== Aim of the task ==
Exactly the lines from the beginning of the listing below through the line that contains "width:19px; height:19px; translate:-50%" should be transcribed, and pictures must stay out.

== Input data ==
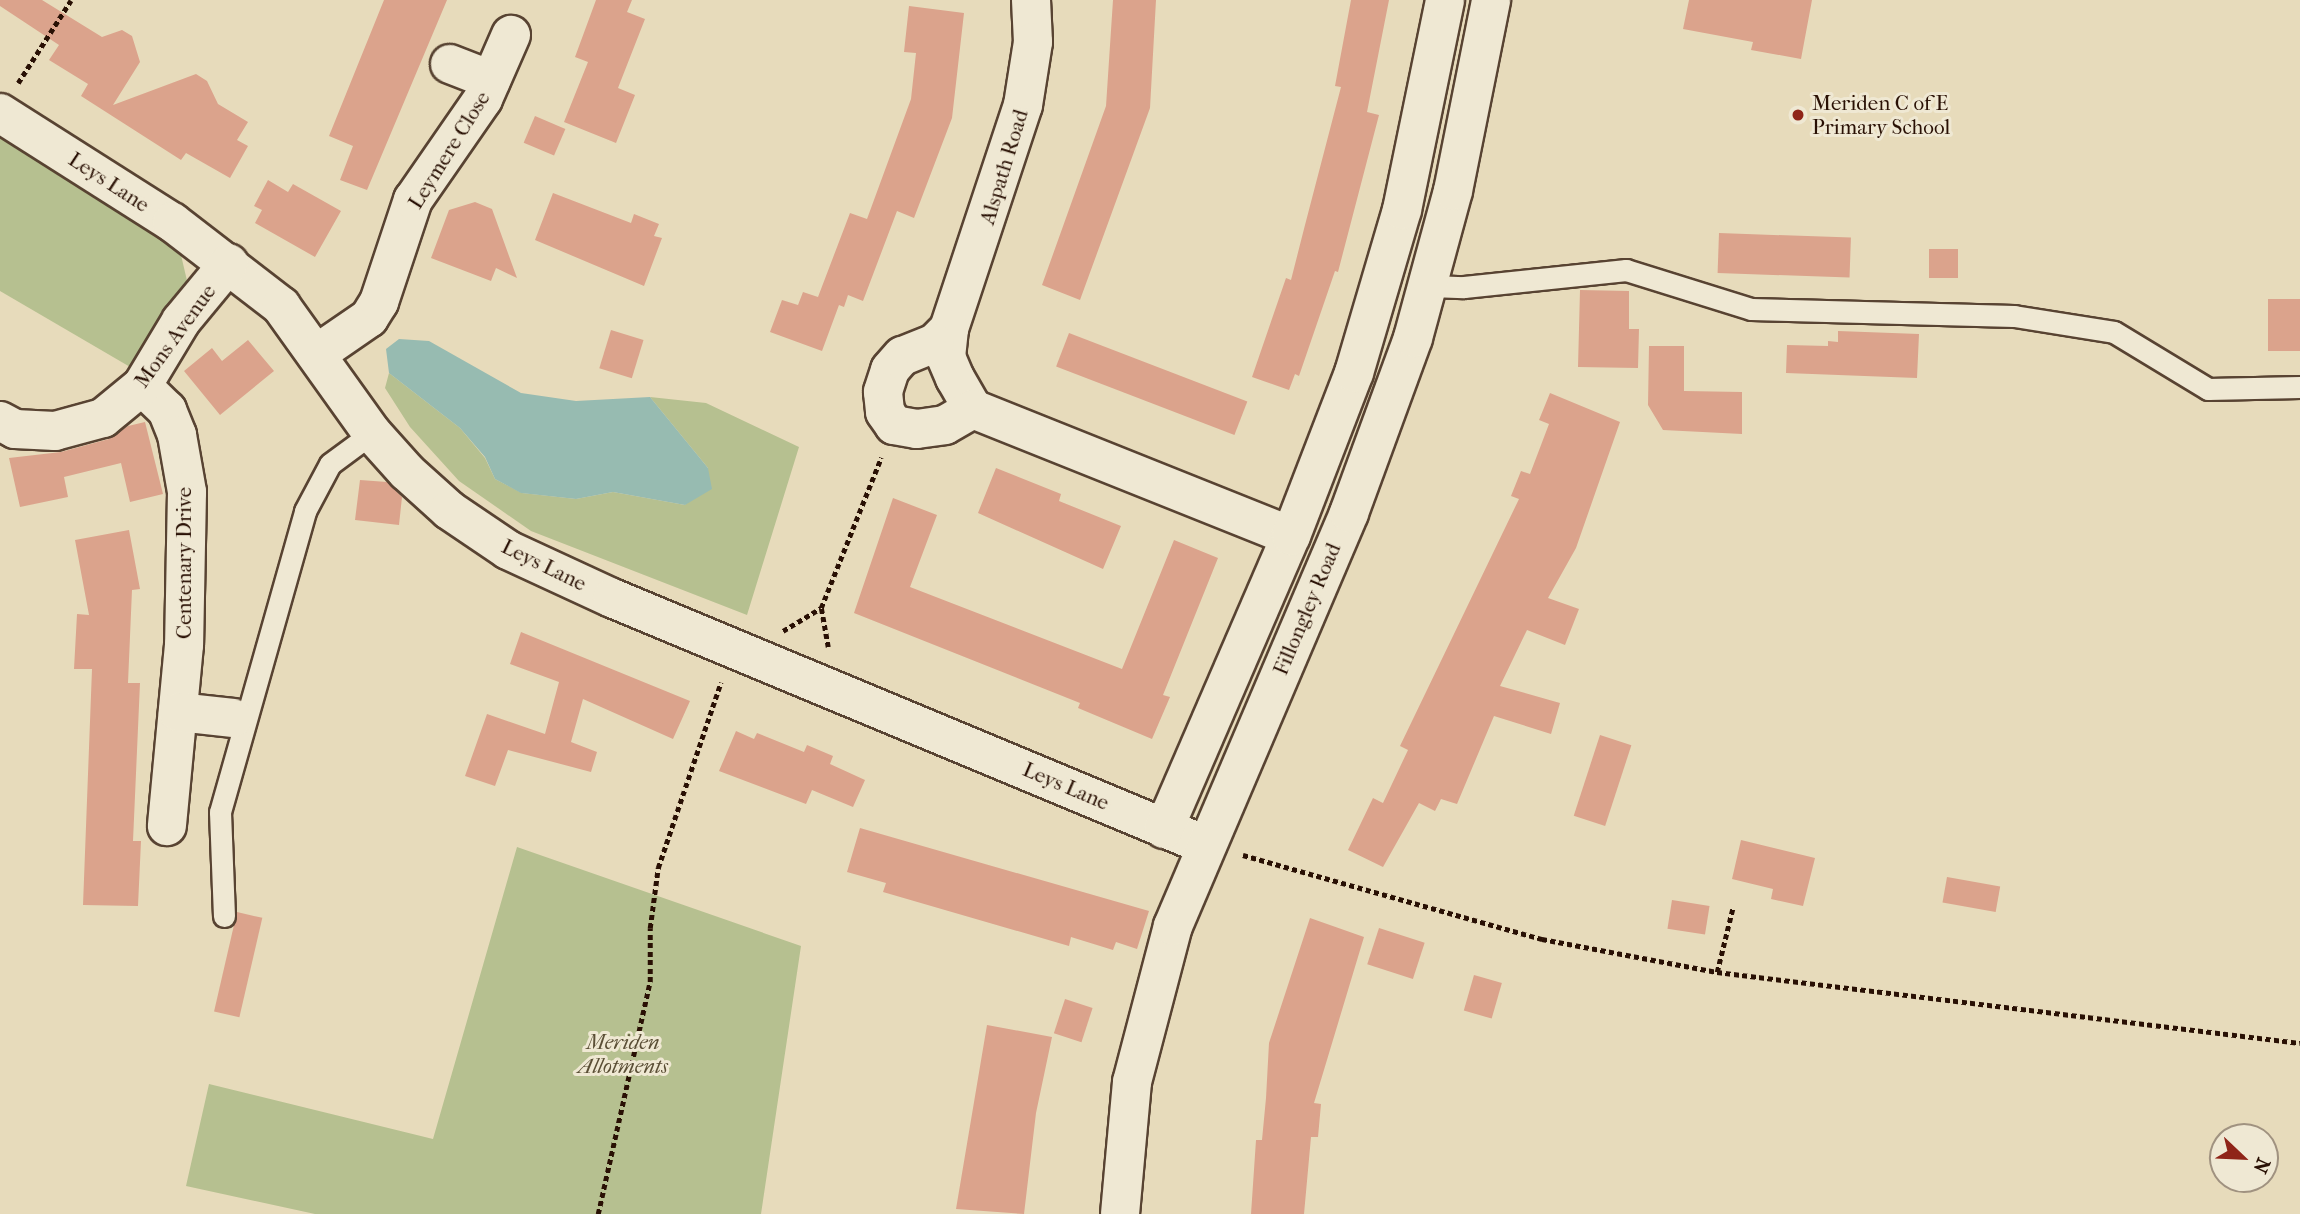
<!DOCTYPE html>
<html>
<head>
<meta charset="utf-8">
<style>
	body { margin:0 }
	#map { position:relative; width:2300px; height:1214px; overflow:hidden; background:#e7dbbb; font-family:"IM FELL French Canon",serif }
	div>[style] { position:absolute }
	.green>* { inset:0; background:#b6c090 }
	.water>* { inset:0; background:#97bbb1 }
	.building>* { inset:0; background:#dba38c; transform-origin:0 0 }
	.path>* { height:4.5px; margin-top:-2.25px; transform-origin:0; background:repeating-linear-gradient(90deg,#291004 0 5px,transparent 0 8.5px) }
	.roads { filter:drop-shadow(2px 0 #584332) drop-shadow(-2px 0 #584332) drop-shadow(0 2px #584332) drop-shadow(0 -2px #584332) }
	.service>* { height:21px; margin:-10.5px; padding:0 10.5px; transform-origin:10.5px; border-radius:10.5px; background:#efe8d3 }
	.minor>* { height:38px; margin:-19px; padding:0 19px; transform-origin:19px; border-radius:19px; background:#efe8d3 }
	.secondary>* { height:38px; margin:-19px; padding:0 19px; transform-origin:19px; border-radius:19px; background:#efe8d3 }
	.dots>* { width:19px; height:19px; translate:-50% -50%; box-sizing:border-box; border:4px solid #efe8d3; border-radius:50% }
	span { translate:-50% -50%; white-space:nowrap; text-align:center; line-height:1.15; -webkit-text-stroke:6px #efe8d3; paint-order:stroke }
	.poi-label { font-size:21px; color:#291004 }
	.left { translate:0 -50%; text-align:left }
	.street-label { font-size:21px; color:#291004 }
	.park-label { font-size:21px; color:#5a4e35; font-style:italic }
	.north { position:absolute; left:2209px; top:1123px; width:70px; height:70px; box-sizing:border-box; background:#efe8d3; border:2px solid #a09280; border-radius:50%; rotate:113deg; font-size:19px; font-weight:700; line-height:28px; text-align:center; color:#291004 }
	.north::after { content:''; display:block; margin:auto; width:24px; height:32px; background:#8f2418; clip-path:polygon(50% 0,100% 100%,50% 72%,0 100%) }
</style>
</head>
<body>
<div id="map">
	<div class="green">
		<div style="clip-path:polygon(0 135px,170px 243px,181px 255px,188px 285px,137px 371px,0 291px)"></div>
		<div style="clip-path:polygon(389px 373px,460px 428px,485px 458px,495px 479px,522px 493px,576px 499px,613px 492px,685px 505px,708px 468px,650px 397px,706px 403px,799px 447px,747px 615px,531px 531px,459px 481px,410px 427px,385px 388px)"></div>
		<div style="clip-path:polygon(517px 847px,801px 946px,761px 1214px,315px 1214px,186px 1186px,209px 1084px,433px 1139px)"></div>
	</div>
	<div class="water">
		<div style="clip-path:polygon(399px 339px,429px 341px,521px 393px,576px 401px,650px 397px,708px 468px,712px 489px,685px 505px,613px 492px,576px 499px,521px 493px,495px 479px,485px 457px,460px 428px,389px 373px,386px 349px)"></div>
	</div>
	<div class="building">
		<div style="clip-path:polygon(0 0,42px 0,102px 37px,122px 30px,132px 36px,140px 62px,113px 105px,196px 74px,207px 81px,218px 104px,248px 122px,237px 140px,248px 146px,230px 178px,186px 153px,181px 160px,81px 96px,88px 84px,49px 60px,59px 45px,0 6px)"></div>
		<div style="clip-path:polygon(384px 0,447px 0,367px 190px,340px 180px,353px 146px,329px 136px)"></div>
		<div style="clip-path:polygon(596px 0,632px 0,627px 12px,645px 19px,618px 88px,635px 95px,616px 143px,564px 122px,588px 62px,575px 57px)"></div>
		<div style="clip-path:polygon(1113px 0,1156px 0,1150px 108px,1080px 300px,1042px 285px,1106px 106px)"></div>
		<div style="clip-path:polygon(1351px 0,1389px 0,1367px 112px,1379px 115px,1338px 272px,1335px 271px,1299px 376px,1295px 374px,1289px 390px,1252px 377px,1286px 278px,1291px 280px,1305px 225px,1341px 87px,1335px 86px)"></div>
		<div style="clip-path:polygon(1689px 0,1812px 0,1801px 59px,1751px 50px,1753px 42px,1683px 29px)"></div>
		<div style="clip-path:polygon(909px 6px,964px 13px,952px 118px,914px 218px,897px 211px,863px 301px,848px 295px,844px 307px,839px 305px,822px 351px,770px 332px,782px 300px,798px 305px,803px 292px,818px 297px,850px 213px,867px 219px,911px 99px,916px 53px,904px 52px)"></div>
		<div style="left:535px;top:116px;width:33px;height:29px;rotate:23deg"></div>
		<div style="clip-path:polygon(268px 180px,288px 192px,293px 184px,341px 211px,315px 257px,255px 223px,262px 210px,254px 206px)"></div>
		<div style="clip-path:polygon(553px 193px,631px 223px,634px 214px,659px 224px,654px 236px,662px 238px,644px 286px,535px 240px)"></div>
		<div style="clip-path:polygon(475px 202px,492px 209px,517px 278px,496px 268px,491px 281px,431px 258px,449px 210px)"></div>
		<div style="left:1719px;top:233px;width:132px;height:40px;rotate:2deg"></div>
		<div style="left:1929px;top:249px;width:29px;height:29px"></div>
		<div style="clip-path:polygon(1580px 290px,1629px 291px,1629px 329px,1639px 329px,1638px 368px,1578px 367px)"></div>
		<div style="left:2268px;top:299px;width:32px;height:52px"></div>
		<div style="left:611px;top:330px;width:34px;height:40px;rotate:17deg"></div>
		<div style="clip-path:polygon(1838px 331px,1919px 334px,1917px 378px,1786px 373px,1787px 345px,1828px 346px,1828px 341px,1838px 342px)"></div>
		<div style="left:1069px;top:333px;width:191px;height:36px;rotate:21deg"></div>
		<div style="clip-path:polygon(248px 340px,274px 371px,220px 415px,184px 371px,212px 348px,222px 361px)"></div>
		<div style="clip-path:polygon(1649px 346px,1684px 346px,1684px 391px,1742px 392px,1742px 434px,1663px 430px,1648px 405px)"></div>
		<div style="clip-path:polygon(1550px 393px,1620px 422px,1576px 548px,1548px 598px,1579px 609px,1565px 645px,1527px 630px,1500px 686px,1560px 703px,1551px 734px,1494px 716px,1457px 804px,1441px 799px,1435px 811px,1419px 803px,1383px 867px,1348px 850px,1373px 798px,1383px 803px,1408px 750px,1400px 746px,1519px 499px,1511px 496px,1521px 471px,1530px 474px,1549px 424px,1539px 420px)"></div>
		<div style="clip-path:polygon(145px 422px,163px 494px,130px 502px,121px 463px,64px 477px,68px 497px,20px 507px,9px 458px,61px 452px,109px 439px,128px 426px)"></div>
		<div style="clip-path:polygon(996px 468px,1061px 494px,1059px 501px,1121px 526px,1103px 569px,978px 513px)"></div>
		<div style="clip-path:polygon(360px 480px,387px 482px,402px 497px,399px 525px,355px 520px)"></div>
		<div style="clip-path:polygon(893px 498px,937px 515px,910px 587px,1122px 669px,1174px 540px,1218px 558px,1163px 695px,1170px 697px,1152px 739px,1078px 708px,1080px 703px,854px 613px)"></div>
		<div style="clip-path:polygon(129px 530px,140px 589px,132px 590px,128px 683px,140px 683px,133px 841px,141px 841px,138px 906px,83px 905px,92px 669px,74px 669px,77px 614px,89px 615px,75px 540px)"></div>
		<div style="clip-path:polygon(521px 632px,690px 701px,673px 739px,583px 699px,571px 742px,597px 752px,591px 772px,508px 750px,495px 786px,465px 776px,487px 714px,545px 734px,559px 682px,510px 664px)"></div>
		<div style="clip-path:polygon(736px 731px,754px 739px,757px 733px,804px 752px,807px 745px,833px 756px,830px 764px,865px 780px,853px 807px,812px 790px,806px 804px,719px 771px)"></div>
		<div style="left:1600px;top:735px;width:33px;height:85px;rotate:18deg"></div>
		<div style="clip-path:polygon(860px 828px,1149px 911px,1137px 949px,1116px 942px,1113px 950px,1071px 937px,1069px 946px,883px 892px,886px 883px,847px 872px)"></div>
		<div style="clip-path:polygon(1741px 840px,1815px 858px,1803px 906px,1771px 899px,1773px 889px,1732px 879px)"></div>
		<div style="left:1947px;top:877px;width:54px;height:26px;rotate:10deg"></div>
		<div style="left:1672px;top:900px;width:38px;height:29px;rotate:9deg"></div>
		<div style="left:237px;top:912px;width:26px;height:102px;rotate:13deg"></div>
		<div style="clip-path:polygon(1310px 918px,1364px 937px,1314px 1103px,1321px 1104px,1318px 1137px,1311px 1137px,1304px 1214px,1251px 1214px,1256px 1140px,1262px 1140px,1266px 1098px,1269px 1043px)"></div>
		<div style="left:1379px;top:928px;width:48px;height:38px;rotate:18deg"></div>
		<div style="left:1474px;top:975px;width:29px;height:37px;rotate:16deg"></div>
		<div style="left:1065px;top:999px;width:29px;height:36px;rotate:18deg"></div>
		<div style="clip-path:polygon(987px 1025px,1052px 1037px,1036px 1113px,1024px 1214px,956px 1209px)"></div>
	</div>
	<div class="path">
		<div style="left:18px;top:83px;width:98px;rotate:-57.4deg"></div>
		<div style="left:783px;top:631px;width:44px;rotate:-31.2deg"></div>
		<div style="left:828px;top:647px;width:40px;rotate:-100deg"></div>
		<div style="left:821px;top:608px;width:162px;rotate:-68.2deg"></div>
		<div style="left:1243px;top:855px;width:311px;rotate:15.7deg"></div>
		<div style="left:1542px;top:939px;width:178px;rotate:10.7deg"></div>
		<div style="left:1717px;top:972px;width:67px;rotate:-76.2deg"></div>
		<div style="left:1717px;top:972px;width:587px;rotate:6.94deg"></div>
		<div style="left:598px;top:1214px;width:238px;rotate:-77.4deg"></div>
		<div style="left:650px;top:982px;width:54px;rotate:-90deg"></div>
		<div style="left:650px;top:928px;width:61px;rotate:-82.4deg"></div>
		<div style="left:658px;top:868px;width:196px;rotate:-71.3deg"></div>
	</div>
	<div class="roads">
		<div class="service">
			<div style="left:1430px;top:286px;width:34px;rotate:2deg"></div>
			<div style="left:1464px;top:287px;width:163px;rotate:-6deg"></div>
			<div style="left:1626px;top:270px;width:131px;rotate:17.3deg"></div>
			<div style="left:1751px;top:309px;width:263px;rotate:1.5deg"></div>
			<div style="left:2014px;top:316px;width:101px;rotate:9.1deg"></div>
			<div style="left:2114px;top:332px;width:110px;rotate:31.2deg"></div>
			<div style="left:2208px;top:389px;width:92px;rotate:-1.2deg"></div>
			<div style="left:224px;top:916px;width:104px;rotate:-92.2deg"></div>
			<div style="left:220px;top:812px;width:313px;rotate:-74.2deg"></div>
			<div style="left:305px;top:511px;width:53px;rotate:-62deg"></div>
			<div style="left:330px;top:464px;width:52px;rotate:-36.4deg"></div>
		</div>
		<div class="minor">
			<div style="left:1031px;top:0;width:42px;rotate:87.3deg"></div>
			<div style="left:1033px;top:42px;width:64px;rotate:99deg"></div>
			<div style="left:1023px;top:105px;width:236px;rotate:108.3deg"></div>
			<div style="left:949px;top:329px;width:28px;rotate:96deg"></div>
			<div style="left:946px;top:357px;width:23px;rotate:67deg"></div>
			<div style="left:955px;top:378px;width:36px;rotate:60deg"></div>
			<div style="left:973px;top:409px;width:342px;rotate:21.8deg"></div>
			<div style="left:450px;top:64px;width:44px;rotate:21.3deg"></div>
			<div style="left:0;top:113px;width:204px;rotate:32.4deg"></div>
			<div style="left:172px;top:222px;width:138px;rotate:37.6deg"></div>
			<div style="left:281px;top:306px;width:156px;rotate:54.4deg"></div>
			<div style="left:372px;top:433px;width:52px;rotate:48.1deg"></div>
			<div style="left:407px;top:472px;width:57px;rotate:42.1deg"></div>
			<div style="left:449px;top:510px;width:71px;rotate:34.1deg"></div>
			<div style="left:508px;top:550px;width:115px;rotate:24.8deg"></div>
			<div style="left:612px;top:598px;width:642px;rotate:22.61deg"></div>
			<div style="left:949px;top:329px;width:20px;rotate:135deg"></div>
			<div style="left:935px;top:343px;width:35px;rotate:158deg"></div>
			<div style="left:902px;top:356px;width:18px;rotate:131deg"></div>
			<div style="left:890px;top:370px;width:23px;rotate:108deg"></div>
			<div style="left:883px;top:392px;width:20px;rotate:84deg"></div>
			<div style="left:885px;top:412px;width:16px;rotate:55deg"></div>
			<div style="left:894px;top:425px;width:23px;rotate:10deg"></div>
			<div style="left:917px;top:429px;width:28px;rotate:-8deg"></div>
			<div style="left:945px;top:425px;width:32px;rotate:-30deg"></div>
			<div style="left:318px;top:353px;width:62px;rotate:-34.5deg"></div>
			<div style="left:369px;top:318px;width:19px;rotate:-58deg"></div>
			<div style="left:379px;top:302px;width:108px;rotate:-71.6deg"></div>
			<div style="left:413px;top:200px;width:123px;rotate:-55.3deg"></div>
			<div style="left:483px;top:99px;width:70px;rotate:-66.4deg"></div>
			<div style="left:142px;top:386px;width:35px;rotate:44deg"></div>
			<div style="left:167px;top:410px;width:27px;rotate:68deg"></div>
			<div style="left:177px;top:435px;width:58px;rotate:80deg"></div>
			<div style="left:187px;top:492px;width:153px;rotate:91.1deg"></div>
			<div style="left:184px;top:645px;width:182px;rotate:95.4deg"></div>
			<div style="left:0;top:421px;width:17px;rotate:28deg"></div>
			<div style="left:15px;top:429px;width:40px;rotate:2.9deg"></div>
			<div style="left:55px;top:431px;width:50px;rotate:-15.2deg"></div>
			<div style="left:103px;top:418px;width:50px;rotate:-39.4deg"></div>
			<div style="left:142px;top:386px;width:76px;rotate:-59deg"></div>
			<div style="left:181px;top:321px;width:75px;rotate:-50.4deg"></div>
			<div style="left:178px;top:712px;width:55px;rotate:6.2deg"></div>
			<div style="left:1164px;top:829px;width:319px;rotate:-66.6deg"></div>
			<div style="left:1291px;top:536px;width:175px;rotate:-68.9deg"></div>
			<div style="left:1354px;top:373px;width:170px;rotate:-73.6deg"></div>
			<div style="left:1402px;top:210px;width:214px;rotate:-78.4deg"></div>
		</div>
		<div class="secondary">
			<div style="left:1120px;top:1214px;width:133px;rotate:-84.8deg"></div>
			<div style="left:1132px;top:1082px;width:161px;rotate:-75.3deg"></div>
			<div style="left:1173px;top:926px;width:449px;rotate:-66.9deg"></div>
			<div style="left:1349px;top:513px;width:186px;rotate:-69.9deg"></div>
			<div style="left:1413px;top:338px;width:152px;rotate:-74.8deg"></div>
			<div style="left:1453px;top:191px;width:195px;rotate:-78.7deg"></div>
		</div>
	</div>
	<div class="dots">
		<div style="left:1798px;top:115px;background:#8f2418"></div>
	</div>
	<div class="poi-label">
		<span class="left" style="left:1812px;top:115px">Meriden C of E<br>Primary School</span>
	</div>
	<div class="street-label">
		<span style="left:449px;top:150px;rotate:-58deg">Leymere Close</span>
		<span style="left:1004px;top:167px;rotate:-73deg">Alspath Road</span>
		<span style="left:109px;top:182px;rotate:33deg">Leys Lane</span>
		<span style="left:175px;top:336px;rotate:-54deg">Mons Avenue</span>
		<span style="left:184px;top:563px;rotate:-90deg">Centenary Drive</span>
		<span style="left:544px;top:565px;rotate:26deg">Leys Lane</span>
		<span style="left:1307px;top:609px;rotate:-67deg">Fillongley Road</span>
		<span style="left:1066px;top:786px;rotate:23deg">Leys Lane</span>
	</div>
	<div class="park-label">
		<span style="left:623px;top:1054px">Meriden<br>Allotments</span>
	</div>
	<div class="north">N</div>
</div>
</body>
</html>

== Result of the exercise ==
<!DOCTYPE html>
<html>
<head>
<meta charset="utf-8">
<style>
	body { margin:0 }
	#map { position:relative; width:2300px; height:1214px; overflow:hidden; background:#e7dbbb; font-family:"IM FELL French Canon",serif }
	div>[style] { position:absolute }
	.green>* { inset:0; background:#b6c090 }
	.water>* { inset:0; background:#97bbb1 }
	.building>* { inset:0; background:#dba38c; transform-origin:0 0 }
	.path>* { height:4.5px; margin-top:-2.25px; transform-origin:0; background:repeating-linear-gradient(90deg,#291004 0 5px,transparent 0 8.5px) }
	.roads { filter:drop-shadow(2px 0 #584332) drop-shadow(-2px 0 #584332) drop-shadow(0 2px #584332) drop-shadow(0 -2px #584332) }
	.service>* { height:21px; margin:-10.5px; padding:0 10.5px; transform-origin:10.5px; border-radius:10.5px; background:#efe8d3 }
	.minor>* { height:38px; margin:-19px; padding:0 19px; transform-origin:19px; border-radius:19px; background:#efe8d3 }
	.secondary>* { height:38px; margin:-19px; padding:0 19px; transform-origin:19px; border-radius:19px; background:#efe8d3 }
	.dots>* { width:19px; height:19px; translate:-50% -50%; box-sizing:border-box; border:4px solid #efe8d3; border-radius:50% }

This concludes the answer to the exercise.